Results: Many measured concentrations are outside their dosing protocol concentration ranges. Trough concentrations for gentamicin, amikacin and vancomycin were above target 18-40% of occasions, suggesting that overdosing is common.
| Concentration Type | % Outside | % Low | %high | NConcs |
| Gentamicin Peak | 33 | 0 | 33 | 6 |
| Gentamicin Trough | 48 | 12 | 37 | 60 |
| Amikacin Peak | 100 | 100 | 0 | 1 |
| Amikacin Trough | 18 | 0 | 18 | 17 |
| Vancomycin Peak | None | None | None | 0 |
| Vancomycin Trough | 40 | 0 | 40 | 5 |
The calculator is undergoing a usability evaluation by clinical staff and has been qualified by comparison with an external vancomycin database.
References:
- Anderson BJ, Allegaert K, Van den Anker JN, Cossey V, Holford NH. Vancomycin pharmacokinetics in preterm neonates and the prediction of adult clearance. Br J Clin Pharmacol. 2007;63(1):75-84.
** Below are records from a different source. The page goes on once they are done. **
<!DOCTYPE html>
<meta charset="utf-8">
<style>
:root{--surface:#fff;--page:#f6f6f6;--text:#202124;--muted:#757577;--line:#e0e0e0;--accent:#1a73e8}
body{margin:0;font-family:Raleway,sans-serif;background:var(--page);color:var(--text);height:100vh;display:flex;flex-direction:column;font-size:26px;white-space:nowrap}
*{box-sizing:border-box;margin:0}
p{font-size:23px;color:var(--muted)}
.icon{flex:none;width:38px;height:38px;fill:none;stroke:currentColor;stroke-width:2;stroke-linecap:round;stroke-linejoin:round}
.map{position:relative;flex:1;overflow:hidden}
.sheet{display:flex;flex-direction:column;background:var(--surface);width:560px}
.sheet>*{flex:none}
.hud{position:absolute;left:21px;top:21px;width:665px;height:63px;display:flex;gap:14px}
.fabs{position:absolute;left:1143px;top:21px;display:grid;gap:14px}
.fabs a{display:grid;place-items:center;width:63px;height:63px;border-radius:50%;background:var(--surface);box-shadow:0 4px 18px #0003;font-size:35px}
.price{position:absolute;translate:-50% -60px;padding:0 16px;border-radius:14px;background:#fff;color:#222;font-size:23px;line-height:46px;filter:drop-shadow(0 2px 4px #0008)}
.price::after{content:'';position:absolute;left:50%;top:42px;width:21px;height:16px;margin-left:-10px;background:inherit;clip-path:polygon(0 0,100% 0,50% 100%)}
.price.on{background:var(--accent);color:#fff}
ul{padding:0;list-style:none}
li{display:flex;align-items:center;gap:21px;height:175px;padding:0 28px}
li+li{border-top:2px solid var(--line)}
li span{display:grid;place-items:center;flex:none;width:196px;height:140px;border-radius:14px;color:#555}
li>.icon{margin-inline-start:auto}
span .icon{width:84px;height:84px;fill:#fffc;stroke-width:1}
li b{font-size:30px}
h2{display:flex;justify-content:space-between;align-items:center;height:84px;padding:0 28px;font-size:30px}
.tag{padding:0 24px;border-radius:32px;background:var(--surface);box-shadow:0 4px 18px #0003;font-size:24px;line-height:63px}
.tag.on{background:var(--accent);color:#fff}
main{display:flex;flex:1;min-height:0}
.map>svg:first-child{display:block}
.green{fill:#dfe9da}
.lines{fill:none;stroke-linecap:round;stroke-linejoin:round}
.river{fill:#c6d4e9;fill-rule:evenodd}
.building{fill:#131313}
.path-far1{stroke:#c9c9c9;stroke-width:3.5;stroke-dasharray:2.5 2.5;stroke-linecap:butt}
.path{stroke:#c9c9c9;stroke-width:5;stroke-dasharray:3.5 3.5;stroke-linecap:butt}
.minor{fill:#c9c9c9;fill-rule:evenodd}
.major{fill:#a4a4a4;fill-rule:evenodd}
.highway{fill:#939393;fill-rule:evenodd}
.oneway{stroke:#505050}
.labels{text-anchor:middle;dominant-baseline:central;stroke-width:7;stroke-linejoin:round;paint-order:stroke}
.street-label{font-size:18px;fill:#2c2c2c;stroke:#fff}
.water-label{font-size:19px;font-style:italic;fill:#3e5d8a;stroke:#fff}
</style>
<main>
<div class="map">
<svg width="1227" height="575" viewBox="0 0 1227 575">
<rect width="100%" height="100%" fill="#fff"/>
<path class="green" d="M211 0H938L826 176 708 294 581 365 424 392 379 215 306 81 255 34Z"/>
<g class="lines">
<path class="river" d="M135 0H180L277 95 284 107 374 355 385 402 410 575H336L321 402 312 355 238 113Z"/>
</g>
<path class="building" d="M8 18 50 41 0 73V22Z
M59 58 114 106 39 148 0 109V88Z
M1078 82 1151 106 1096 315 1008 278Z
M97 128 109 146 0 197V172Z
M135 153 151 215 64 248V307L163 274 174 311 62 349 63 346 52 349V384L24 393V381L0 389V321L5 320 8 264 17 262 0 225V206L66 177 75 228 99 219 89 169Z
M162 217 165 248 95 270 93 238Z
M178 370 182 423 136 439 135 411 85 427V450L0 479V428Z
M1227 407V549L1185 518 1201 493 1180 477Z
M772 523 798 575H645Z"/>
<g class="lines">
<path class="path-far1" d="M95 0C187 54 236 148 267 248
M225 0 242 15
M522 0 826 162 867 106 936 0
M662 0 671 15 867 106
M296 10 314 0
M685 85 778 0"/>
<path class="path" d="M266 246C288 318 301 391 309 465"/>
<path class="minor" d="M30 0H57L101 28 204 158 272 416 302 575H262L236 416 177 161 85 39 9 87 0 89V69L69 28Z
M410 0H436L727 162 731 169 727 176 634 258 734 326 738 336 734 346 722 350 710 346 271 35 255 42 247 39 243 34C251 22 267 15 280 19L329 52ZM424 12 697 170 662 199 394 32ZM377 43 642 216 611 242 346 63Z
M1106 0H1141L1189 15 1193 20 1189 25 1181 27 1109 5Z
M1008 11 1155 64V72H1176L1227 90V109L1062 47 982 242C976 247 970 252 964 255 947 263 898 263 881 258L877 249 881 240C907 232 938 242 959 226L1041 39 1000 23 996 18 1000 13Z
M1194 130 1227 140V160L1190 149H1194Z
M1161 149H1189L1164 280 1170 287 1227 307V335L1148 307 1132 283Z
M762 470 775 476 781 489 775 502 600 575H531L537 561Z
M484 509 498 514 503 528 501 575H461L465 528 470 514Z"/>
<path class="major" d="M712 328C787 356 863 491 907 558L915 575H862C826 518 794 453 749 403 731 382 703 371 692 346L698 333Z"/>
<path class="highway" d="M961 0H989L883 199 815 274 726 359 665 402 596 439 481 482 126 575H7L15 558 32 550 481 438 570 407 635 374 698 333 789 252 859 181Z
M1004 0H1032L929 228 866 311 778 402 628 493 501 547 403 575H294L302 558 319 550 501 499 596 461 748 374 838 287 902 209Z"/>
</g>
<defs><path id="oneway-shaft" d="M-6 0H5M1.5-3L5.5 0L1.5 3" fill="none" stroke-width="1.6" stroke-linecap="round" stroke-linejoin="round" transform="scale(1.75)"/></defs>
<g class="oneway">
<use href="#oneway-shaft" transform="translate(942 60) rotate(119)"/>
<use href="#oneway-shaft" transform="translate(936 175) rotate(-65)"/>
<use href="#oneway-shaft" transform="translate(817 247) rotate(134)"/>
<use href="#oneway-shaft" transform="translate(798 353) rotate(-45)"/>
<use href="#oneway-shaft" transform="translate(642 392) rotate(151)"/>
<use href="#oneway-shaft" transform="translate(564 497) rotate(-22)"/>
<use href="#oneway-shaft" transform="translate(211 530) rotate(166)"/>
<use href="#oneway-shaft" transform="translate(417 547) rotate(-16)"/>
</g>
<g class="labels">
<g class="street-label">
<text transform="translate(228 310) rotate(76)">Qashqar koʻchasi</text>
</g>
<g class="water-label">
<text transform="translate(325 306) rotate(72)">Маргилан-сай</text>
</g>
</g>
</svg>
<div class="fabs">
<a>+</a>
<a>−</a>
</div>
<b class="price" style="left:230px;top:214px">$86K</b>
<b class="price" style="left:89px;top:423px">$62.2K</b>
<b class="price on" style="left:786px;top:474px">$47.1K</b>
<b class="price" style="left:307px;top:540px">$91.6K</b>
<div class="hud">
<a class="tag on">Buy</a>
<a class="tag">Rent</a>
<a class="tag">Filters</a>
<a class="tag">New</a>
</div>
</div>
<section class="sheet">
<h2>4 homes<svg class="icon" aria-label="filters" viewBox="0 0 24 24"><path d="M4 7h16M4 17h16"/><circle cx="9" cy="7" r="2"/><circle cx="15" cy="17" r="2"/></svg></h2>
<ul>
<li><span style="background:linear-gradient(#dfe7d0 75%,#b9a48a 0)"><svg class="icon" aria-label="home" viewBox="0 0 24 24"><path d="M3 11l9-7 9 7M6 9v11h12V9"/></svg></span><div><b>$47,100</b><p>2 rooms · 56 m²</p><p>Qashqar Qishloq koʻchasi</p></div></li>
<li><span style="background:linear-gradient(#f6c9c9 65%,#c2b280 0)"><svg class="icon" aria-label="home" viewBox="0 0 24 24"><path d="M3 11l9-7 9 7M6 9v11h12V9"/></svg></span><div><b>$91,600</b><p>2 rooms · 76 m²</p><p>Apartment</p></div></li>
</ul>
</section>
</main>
- Sherwin CM, Kostan E, Broadbent RS, Medlicott NJ, Reith DM. Evaluation of the effect of intravenous volume expanders upon the volume of distribution of gentamicin in septic neonates. Biopharm Drug Dispos. 2009;30(5):276-80.
- Allegaert K, Anderson BJ, van den Anker JN, Vanhaesebrouck S, de Zegher F. Renal drug clearance in preterm neonates: relation to prenatal growth. Ther Drug Monit. 2007;29(3):284-91.
- Holford NHG, Falcao AC, Debeer A, Anderson BJ, Vialet R, Simon N, et al. Prediction of renal function from premature neonates – Application to neonatal vancomycin, amikacin and gentamicin pharmacokinetics with and without indomethacin and ibuprofen. In Preparation. 2011.
- Begg EJ, Vella-Brincat JW, Robertshawe B, McMurtrie MJ, Kirkpatrick CM, Darlow B. Eight years’ experience of an extended-interval dosing protocol for gentamicin in neonates. J Antimicrob Chemother. 2009;63(5):1043-9.
- Stickland MD, Kirkpatrick CM, Begg EJ, Duffull SB, Oddie SJ, Darlow BA. An extended interval dosing method for gentamicin in neonates. J Antimicrob Chemother. 2001;48(6):887-93.